Yes, please! I put my thoughts here for anyone/everyone to try. I claim no ownership, and give them to the community as a whole. If it does turn out to be the greatest thing ever and somebody tries to patent it, I’ll chase them down and leave a bag of feces on their front porch, though.
They would learn trends and general directions, rather than full-on delayed rewards like you mention… yet if it also has TM, I may eventually pick up successful “paths” through the problem space. This idea is definitely rough.
I’m drawing inspiration from the brain, where no single piece of the brain has the full picture of everything. Our thalamus is somewhat like the neocortex in parts of itself, but if we think about what information it’s getting, it’s getting:
- Input information from various lower systems of sensory input
- Output from the neocortex
- Output from other parts of itself that manage other types of input/output → connects internally with different thalami nodes managing audio, visual, somatosensory signals
- IO from other parts of the ancient brain…
To me and my potentially uninformed view, the thalamus looks like HQ of the semi-conscious mind, the observer of most IO, and, when necessary, the director of communications and work projects.
Somehow (Hebbian learning?) it manages to learn how to modulate/coordinate these different signals depending on different needs, such as shutting off background noise in a room so that you can focus on the person talking in front of you, or letting “us” know we’re hungry and need to start planning how to fix that. In essence, the thalamus MUST be learning which IO goes to which area, as well as basic relationships between the input/output passing through it. So setting it up as a SP/TM object, of unknown dimensions, seems like the logical first step, or at least one that’s familiar/known.
It’s also likely, as in our brain, that various different “pyramids” (macro columns, really) would all be connecting through the thalamus, thus another reason to keep pools and connections fewer rather than denser.
What sort of depth we give it in this type of architecture, we’d probably have to experiment a bit with it, but when in doubt, let the constraints of biology be our guide.
Also, Just a random thought while writing the above… inputs from the state-change pools into this thalamus might also be in the form of a SUM’d surprise/anomaly score encoded as a scalar (or an inverse of it, to show when the outcome was predicted successfully or not).
Yes, in the both the initial input pool, as well as by the state-change pools above it.

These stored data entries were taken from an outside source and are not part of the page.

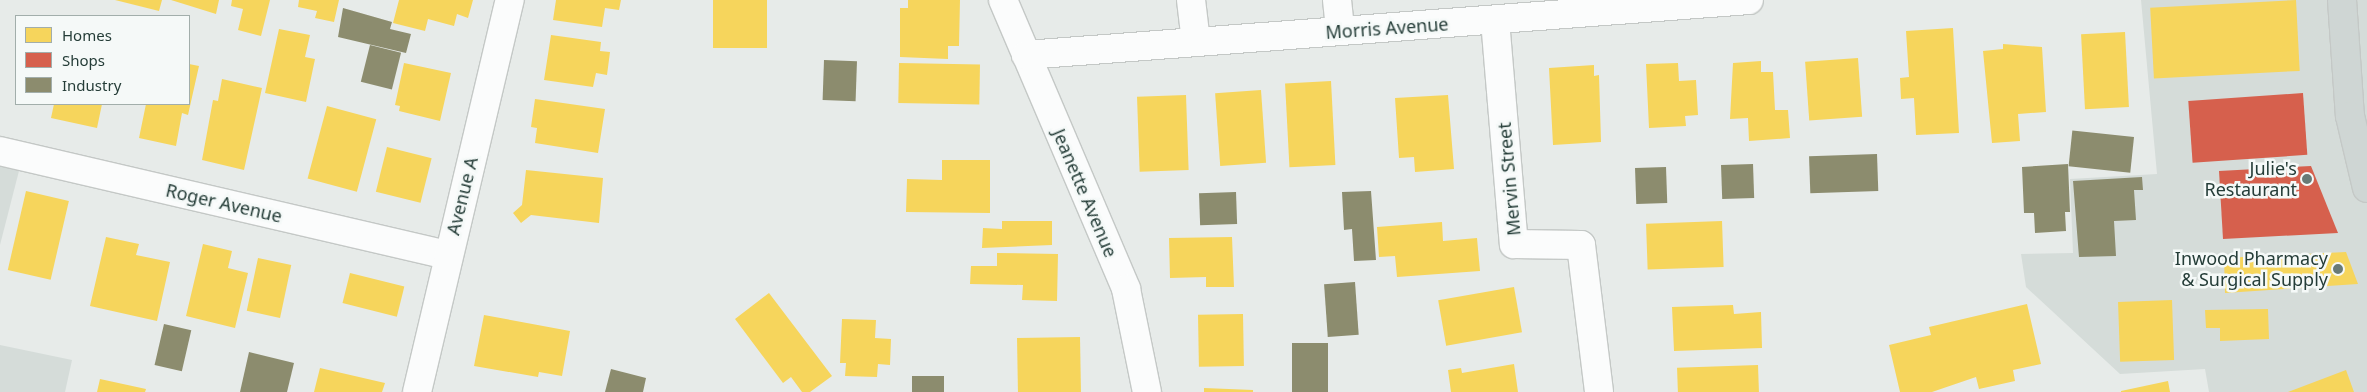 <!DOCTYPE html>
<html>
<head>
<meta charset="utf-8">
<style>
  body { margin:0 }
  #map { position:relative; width:2367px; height:392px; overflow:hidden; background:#e7ebe9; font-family:"Noto Sans",sans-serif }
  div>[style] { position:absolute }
  .built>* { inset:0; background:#d5dcd9 }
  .homes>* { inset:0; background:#f6d55c; transform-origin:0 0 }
  .shops>* { inset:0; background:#d6604d; transform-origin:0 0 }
  .industry>* { inset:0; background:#8c8c6e; transform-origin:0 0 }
  .roads { filter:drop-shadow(1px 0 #c4c8c6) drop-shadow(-1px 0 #c4c8c6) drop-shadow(0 1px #c4c8c6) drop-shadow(0 -1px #c4c8c6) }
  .minor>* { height:28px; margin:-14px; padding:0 14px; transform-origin:14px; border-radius:14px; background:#fbfcfc }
  .major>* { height:28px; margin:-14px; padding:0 14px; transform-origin:14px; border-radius:14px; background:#cfd6d4 }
  .dots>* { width:14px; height:14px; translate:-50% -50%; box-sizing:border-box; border:2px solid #f5f9f8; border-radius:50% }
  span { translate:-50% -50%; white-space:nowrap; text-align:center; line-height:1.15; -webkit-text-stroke:5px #f5f9f8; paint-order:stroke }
  .street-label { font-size:18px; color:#253d38 }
  .poi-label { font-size:18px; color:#253d38 }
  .right { translate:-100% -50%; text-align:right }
  .legend { position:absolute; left:15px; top:15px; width:175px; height:90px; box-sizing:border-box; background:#f5f9f8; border:1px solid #a2aeab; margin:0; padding:6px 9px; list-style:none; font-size:15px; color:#253d38 }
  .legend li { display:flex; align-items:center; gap:10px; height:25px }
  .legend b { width:25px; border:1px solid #a2aeab }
</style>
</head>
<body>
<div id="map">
  <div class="built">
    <div style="clip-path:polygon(2141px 0,2367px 0,2367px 392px,2209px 392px,2205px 369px,2120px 374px,2026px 287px,2021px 254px,2073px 253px,2070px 179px,2157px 174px)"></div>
    <div style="clip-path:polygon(0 159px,21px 163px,0 245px)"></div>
    <div style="clip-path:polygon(0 345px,72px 360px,65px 392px,0 392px)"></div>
  </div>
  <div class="homes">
    <div style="clip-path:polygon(115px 0,162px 0,159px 11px)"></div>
    <div style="clip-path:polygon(171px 0,219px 0,216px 14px)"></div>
    <div style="clip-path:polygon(232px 0,270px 0,261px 36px,238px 30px,243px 9px,231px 6px)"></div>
    <div style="clip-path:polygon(299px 0,339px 0,334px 22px,315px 18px,317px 11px,298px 7px)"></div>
    <div style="clip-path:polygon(399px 0,473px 0,468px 18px,457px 14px,454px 26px,428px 19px,425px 31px,393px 23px)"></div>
    <div style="clip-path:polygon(556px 0,621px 0,619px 10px,605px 8px,602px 27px,553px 20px)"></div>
    <div style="left:713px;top:0;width:54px;height:48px"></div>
    <div style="clip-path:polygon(908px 0,960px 0,959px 46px,948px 46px,948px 59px,900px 57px,900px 8px,908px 8px)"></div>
    <div style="left:2296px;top:0;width:71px;height:146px;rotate:87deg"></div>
    <div style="clip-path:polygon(1953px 28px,1959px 133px,1916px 135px,1914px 98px,1901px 99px,1900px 78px,1909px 77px,1906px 31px)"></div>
    <div style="clip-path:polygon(279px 29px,310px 35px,305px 57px,315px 59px,306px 102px,265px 93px)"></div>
    <div style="left:2125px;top:32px;width:75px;height:44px;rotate:87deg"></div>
    <div style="clip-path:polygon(551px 35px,601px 42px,600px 51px,610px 52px,607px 75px,596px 73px,593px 87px,544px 80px)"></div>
    <div style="clip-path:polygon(2003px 44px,2042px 47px,2046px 112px,2018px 114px,2020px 141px,1992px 143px,1983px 51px,2003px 49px)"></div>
    <div style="left:1858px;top:58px;width:59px;height:53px;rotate:86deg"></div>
    <div style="clip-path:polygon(1761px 61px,1761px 72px,1773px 72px,1775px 110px,1788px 110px,1790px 138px,1749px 141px,1748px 118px,1730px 119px,1733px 63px)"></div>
    <div style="clip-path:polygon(404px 63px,451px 73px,440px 121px,399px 111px,400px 106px,395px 105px)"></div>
    <div style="left:899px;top:63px;width:81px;height:40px;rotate:1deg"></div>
    <div style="clip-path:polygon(1678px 63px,1679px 81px,1696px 80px,1698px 115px,1685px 116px,1686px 126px,1649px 128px,1646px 64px)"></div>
    <div style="clip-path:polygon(189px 64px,199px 66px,188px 115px,182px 113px,176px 146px,139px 138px,146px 104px,189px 104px)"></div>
    <div style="clip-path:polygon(1594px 65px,1594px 76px,1599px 75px,1601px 142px,1553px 145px,1549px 68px)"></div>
    <div style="clip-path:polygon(222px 79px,262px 88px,244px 170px,202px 160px,213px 100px,218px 101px)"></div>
    <div style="left:1331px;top:81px;width:84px;height:46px;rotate:87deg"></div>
    <div style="left:1261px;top:90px;width:73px;height:46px;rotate:86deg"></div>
    <div style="left:1186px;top:95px;width:75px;height:49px;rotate:88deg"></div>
    <div style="clip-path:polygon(1448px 95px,1454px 169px,1415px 172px,1414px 157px,1399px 158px,1395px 98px)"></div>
    <div style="clip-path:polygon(535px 99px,605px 109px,598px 153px,535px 143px,537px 128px,531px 127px)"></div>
    <div style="clip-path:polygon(54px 104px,102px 104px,97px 128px,51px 118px)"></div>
    <div style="left:327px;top:106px;width:51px;height:75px;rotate:15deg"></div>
    <div style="left:387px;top:147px;width:46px;height:46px;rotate:14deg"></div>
    <div style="clip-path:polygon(942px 160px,990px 160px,990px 213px,906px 212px,907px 179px,942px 180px)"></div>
    <div style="clip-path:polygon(526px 170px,603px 178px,599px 223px,531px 215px,521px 223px,513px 213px,522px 205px)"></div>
    <div style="left:26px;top:191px;width:44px;height:81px;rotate:13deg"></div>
    <div style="clip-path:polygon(1002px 221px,1052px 221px,1052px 245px,982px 248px,983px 228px,1002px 229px)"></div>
    <div style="left:1722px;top:221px;width:46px;height:76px;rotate:88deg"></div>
    <div style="clip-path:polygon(1442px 222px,1443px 241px,1477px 238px,1480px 271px,1397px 277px,1395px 256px,1379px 257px,1377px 227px)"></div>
    <div style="clip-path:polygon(106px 237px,139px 244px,136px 255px,170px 262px,157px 321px,90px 306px)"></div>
    <div style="clip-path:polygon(1232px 237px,1234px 287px,1206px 287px,1206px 277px,1170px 278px,1169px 238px)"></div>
    <div style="clip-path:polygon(203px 244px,232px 251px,228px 268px,248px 273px,235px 328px,186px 316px)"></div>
    <div style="clip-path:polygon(2346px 252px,2358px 284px,2225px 293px,2224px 258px)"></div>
    <div style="clip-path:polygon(997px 253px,1058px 254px,1057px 301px,1022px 300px,1023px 285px,970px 284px,971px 266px,997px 266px)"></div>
    <div style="left:258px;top:258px;width:34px;height:54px;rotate:12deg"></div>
    <div style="left:350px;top:273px;width:56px;height:31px;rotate:14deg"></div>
    <div style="left:1514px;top:287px;width:46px;height:77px;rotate:80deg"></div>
    <div style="clip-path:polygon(769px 293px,832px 376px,810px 392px,802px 392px,791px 377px,783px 383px,735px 319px)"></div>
    <div style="left:2172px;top:300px;width:60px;height:54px;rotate:88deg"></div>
    <div style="clip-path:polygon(2027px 304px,2041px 364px,2013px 370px,2015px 381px,1979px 389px,1976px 377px,1932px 392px,1900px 392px,1889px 345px,1931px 335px,1929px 327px)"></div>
    <div style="clip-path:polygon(1733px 305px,1734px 314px,1761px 312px,1762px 348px,1674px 351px,1672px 307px)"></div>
    <div style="clip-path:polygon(2268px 309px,2269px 339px,2220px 341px,2220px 328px,2206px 328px,2205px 310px)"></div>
    <div style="left:1243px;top:314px;width:52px;height:45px;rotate:89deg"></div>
    <div style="clip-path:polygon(484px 315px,570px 331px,562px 376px,539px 372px,538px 377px,474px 366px)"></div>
    <div style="clip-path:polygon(842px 319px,876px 320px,875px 338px,891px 339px,890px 365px,878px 364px,877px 377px,845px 376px,846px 363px,840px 363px)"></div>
    <div style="left:1080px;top:337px;width:55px;height:63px;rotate:89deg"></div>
    <div style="clip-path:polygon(1514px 364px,1518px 392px,1451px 392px,1448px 370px,1461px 368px,1462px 373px)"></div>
    <div style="left:1758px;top:365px;width:27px;height:81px;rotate:88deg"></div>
    <div style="clip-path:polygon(320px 368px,385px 383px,382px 392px,314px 392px)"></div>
    <div style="clip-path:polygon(2346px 370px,2354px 392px,2288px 392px)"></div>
    <div style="clip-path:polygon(100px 379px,146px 389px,145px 392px,97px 392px)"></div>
    <div style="clip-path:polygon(2168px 381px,2170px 392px,2121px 392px,2121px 391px)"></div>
    <div style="clip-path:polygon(1204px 388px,1253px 390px,1253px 392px,1204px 392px)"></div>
  </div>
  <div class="shops">
    <div style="left:2303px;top:93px;width:62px;height:115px;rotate:86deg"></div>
    <div style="clip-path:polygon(2311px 166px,2338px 233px,2223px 239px,2219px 171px)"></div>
  </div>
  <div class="industry">
    <div style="clip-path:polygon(343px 8px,392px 22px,390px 29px,411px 34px,406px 53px,338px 37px)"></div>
    <div style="left:370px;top:45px;width:32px;height:38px;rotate:14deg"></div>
    <div style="left:824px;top:60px;width:33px;height:40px;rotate:2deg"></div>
    <div style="left:2134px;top:137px;width:36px;height:62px;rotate:96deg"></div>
    <div style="left:1877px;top:154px;width:37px;height:68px;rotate:88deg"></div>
    <div style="left:1753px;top:164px;width:34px;height:32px;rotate:88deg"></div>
    <div style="clip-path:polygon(2068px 164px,2070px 212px,2065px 212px,2066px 231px,2035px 233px,2034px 213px,2024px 213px,2022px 167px)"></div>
    <div style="left:1666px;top:167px;width:36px;height:31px;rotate:88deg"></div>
    <div style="clip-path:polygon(2142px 177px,2143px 190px,2134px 190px,2136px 220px,2114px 221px,2116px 256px,2079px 257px,2073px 181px)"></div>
    <div style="clip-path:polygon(1371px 191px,1376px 260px,1354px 261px,1352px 229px,1344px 230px,1342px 192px)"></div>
    <div style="left:1236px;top:192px;width:32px;height:37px;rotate:88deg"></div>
    <div style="left:1355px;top:282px;width:53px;height:31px;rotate:86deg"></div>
    <div style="left:164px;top:324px;width:28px;height:42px;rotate:13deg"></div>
    <div style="left:1292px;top:343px;width:36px;height:49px"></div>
    <div style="clip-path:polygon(249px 352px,294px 363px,287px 392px,240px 392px)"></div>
    <div style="clip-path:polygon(611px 369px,646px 378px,643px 392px,605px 392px)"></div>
    <div style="left:944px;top:376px;width:16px;height:32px;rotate:90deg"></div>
  </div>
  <div class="roads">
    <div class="minor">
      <div style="left:1003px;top:0;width:314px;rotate:66.9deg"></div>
      <div style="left:1126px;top:289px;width:105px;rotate:78.5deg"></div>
      <div style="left:1191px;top:0;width:42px;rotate:83.2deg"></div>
      <div style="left:1337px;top:0;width:31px;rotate:84deg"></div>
      <div style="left:1495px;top:20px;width:225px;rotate:85.2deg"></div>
      <div style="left:1514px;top:244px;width:67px;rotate:0.9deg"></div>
      <div style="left:1581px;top:245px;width:148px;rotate:83deg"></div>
      <div style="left:1026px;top:55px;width:725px;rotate:-4.35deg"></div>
      <div style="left:0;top:151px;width:460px;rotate:13.1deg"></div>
      <div style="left:417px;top:392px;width:403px;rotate:-76.7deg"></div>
    </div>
    <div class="major">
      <div style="left:2342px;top:0;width:116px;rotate:86.1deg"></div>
      <div style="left:2350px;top:116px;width:74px;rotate:76.7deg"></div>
    </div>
  </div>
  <div class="dots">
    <div style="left:2307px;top:179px;background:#697a76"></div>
    <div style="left:2338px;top:269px;background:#697a76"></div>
  </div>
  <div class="street-label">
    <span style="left:1387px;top:28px;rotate:-4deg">Morris Avenue</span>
    <span style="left:1509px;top:179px;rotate:-95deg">Mervin Street</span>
    <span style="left:1085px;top:193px;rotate:67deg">Jeanette Avenue</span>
    <span style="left:462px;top:196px;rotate:-76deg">Avenue A</span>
    <span style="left:224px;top:203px;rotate:13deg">Roger Avenue</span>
  </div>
  <div class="poi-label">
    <span class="right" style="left:2297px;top:179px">Julie's<br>Restaurant</span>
    <span class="right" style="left:2328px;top:269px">Inwood Pharmacy<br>&amp; Surgical Supply</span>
  </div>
  <ul class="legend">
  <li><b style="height:14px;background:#f6d55c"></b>Homes</li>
  <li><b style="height:14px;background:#d6604d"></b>Shops</li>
  <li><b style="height:14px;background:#8c8c6e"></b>Industry</li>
  </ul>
</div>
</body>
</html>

Whether or not those predictions are used to produce output would be decided by the modulator (our thalamus) in this architecture. These, in conjunction with our thalamus, learn to guide the whole system as to which output(s) should be activated to correct a given state in our system (hunger, pain, fatigue, etc.)
Longer term (think “WestWorld” or Asimov here), that thalamical area is where we’d insert our “Three Rules” .
I also think some component of spiking NN’s could help on the macro-level as well, where perhaps potential outputs from the cortical pyramids would be accumulated over multiple timesteps… For each state-change category, +2 for every correctly predictive state-change pool (as an inverse anomaly score), -1 for every incorrectly predictive pool.
Hopefully I didn’t make things more confusing.